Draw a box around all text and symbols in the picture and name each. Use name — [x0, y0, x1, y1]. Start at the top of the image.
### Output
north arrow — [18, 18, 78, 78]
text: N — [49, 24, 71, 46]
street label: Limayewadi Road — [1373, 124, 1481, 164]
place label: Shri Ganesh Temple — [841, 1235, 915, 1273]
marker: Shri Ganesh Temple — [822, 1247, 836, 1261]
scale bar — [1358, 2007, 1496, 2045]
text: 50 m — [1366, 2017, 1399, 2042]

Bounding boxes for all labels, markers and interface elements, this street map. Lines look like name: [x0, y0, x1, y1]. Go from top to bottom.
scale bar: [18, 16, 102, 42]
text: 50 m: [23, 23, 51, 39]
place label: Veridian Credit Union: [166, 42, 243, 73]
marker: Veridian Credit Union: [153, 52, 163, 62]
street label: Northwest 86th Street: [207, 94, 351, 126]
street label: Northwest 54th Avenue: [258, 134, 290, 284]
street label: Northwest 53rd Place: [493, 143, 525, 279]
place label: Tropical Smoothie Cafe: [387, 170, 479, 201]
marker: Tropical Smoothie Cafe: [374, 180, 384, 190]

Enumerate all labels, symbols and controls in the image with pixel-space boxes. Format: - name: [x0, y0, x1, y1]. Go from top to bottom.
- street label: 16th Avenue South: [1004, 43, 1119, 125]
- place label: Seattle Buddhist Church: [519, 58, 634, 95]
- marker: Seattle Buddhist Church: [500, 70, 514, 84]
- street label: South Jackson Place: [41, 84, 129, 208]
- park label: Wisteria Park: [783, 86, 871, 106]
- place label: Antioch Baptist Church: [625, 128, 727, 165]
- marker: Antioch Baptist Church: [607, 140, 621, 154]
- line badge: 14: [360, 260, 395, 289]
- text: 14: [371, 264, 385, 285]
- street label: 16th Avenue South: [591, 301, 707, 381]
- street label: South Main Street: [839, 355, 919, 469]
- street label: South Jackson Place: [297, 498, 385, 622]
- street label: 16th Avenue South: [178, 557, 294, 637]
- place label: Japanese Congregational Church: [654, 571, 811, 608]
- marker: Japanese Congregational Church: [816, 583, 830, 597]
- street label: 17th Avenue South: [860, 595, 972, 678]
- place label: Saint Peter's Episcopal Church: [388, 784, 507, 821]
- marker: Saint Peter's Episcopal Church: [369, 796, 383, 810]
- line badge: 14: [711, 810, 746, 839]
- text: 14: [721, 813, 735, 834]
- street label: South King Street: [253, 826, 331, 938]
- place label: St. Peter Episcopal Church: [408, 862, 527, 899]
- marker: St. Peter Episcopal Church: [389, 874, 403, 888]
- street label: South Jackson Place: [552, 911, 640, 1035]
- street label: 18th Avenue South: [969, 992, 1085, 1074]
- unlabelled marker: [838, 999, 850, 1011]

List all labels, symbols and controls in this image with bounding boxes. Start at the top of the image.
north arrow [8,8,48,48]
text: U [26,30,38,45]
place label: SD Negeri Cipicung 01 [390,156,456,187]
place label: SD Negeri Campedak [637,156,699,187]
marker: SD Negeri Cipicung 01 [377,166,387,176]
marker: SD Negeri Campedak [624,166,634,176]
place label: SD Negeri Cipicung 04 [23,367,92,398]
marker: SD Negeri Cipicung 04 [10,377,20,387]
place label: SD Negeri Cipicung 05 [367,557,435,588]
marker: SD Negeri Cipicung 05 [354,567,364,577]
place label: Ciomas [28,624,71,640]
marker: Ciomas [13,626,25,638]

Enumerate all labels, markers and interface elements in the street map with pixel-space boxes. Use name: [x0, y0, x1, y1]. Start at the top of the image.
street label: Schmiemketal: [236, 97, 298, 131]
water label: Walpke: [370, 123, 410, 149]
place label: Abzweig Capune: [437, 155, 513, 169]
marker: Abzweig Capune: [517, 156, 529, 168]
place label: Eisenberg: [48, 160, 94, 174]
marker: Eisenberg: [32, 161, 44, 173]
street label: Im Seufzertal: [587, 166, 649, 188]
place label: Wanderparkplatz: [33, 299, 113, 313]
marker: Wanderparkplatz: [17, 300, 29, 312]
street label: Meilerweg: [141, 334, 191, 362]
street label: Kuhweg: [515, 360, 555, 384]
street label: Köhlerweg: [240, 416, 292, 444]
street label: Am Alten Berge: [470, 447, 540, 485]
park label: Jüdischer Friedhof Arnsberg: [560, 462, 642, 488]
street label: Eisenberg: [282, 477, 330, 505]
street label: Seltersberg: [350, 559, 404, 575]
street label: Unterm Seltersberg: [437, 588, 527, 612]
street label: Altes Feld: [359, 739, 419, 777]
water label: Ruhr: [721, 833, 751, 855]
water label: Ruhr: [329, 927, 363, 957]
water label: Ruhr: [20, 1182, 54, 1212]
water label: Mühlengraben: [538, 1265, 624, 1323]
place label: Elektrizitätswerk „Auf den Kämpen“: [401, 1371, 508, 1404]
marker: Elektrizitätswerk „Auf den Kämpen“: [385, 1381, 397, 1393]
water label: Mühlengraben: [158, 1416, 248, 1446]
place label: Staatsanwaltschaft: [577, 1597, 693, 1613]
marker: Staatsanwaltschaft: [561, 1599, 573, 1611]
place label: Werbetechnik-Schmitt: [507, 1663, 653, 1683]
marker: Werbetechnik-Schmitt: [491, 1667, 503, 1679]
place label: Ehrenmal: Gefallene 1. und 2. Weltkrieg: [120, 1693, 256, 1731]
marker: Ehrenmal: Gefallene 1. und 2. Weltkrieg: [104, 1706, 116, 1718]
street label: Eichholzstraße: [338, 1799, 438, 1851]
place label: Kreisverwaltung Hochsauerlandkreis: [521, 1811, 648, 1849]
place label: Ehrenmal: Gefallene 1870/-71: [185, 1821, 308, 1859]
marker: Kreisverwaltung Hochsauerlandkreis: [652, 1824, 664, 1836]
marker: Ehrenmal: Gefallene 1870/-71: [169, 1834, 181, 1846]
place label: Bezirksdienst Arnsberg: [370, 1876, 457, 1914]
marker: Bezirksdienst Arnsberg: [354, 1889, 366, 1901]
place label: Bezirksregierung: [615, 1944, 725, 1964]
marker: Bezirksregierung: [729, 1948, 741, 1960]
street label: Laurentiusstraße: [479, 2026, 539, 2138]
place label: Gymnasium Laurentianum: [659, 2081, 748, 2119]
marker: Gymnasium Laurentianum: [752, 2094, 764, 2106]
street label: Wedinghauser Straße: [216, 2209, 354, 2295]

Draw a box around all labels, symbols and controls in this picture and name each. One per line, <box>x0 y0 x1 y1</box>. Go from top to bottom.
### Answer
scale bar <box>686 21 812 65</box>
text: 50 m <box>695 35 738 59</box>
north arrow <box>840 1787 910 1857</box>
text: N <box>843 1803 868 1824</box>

§ §

**Activity**:
Write out each entry again, leaving every word as it is.

**Answer for this exercise**:
Draw a box around all text and symbols in the picture and name each. Use name — [x0, y0, x1, y1]. Start at the top of the image.
### Output
north arrow — [18, 18, 78, 78]
text: N — [49, 24, 71, 46]
street label: Limayewadi Road — [1373, 124, 1481, 164]
place label: Shri Ganesh Temple — [841, 1235, 915, 1273]
marker: Shri Ganesh Temple — [822, 1247, 836, 1261]
scale bar — [1358, 2007, 1496, 2045]
text: 50 m — [1366, 2017, 1399, 2042]

Bounding boxes for all labels, markers and interface elements, this street map. Lines look like name: [x0, y0, x1, y1]. Go from top to bottom.
scale bar: [18, 16, 102, 42]
text: 50 m: [23, 23, 51, 39]
place label: Veridian Credit Union: [166, 42, 243, 73]
marker: Veridian Credit Union: [153, 52, 163, 62]
street label: Northwest 86th Street: [207, 94, 351, 126]
street label: Northwest 54th Avenue: [258, 134, 290, 284]
street label: Northwest 53rd Place: [493, 143, 525, 279]
place label: Tropical Smoothie Cafe: [387, 170, 479, 201]
marker: Tropical Smoothie Cafe: [374, 180, 384, 190]

Enumerate all labels, symbols and controls in the image with pixel-space boxes. Format: - name: [x0, y0, x1, y1]. Go from top to bottom.
- street label: 16th Avenue South: [1004, 43, 1119, 125]
- place label: Seattle Buddhist Church: [519, 58, 634, 95]
- marker: Seattle Buddhist Church: [500, 70, 514, 84]
- street label: South Jackson Place: [41, 84, 129, 208]
- park label: Wisteria Park: [783, 86, 871, 106]
- place label: Antioch Baptist Church: [625, 128, 727, 165]
- marker: Antioch Baptist Church: [607, 140, 621, 154]
- line badge: 14: [360, 260, 395, 289]
- text: 14: [371, 264, 385, 285]
- street label: 16th Avenue South: [591, 301, 707, 381]
- street label: South Main Street: [839, 355, 919, 469]
- street label: South Jackson Place: [297, 498, 385, 622]
- street label: 16th Avenue South: [178, 557, 294, 637]
- place label: Japanese Congregational Church: [654, 571, 811, 608]
- marker: Japanese Congregational Church: [816, 583, 830, 597]
- street label: 17th Avenue South: [860, 595, 972, 678]
- place label: Saint Peter's Episcopal Church: [388, 784, 507, 821]
- marker: Saint Peter's Episcopal Church: [369, 796, 383, 810]
- line badge: 14: [711, 810, 746, 839]
- text: 14: [721, 813, 735, 834]
- street label: South King Street: [253, 826, 331, 938]
- place label: St. Peter Episcopal Church: [408, 862, 527, 899]
- marker: St. Peter Episcopal Church: [389, 874, 403, 888]
- street label: South Jackson Place: [552, 911, 640, 1035]
- street label: 18th Avenue South: [969, 992, 1085, 1074]
- unlabelled marker: [838, 999, 850, 1011]

List all labels, symbols and controls in this image with bounding boxes. Start at the top of the image.
north arrow [8,8,48,48]
text: U [26,30,38,45]
place label: SD Negeri Cipicung 01 [390,156,456,187]
place label: SD Negeri Campedak [637,156,699,187]
marker: SD Negeri Cipicung 01 [377,166,387,176]
marker: SD Negeri Campedak [624,166,634,176]
place label: SD Negeri Cipicung 04 [23,367,92,398]
marker: SD Negeri Cipicung 04 [10,377,20,387]
place label: SD Negeri Cipicung 05 [367,557,435,588]
marker: SD Negeri Cipicung 05 [354,567,364,577]
place label: Ciomas [28,624,71,640]
marker: Ciomas [13,626,25,638]

Enumerate all labels, markers and interface elements in the street map with pixel-space boxes. Use name: [x0, y0, x1, y1]. Start at the top of the image.
street label: Schmiemketal: [236, 97, 298, 131]
water label: Walpke: [370, 123, 410, 149]
place label: Abzweig Capune: [437, 155, 513, 169]
marker: Abzweig Capune: [517, 156, 529, 168]
place label: Eisenberg: [48, 160, 94, 174]
marker: Eisenberg: [32, 161, 44, 173]
street label: Im Seufzertal: [587, 166, 649, 188]
place label: Wanderparkplatz: [33, 299, 113, 313]
marker: Wanderparkplatz: [17, 300, 29, 312]
street label: Meilerweg: [141, 334, 191, 362]
street label: Kuhweg: [515, 360, 555, 384]
street label: Köhlerweg: [240, 416, 292, 444]
street label: Am Alten Berge: [470, 447, 540, 485]
park label: Jüdischer Friedhof Arnsberg: [560, 462, 642, 488]
street label: Eisenberg: [282, 477, 330, 505]
street label: Seltersberg: [350, 559, 404, 575]
street label: Unterm Seltersberg: [437, 588, 527, 612]
street label: Altes Feld: [359, 739, 419, 777]
water label: Ruhr: [721, 833, 751, 855]
water label: Ruhr: [329, 927, 363, 957]
water label: Ruhr: [20, 1182, 54, 1212]
water label: Mühlengraben: [538, 1265, 624, 1323]
place label: Elektrizitätswerk „Auf den Kämpen“: [401, 1371, 508, 1404]
marker: Elektrizitätswerk „Auf den Kämpen“: [385, 1381, 397, 1393]
water label: Mühlengraben: [158, 1416, 248, 1446]
place label: Staatsanwaltschaft: [577, 1597, 693, 1613]
marker: Staatsanwaltschaft: [561, 1599, 573, 1611]
place label: Werbetechnik-Schmitt: [507, 1663, 653, 1683]
marker: Werbetechnik-Schmitt: [491, 1667, 503, 1679]
place label: Ehrenmal: Gefallene 1. und 2. Weltkrieg: [120, 1693, 256, 1731]
marker: Ehrenmal: Gefallene 1. und 2. Weltkrieg: [104, 1706, 116, 1718]
street label: Eichholzstraße: [338, 1799, 438, 1851]
place label: Kreisverwaltung Hochsauerlandkreis: [521, 1811, 648, 1849]
place label: Ehrenmal: Gefallene 1870/-71: [185, 1821, 308, 1859]
marker: Kreisverwaltung Hochsauerlandkreis: [652, 1824, 664, 1836]
marker: Ehrenmal: Gefallene 1870/-71: [169, 1834, 181, 1846]
place label: Bezirksdienst Arnsberg: [370, 1876, 457, 1914]
marker: Bezirksdienst Arnsberg: [354, 1889, 366, 1901]
place label: Bezirksregierung: [615, 1944, 725, 1964]
marker: Bezirksregierung: [729, 1948, 741, 1960]
street label: Laurentiusstraße: [479, 2026, 539, 2138]
place label: Gymnasium Laurentianum: [659, 2081, 748, 2119]
marker: Gymnasium Laurentianum: [752, 2094, 764, 2106]
street label: Wedinghauser Straße: [216, 2209, 354, 2295]

Draw a box around all labels, symbols and controls in this picture and name each. One per line, <box>x0 y0 x1 y1</box>. Go from top to bottom.
### Answer
scale bar <box>686 21 812 65</box>
text: 50 m <box>695 35 738 59</box>
north arrow <box>840 1787 910 1857</box>
text: N <box>843 1803 868 1824</box>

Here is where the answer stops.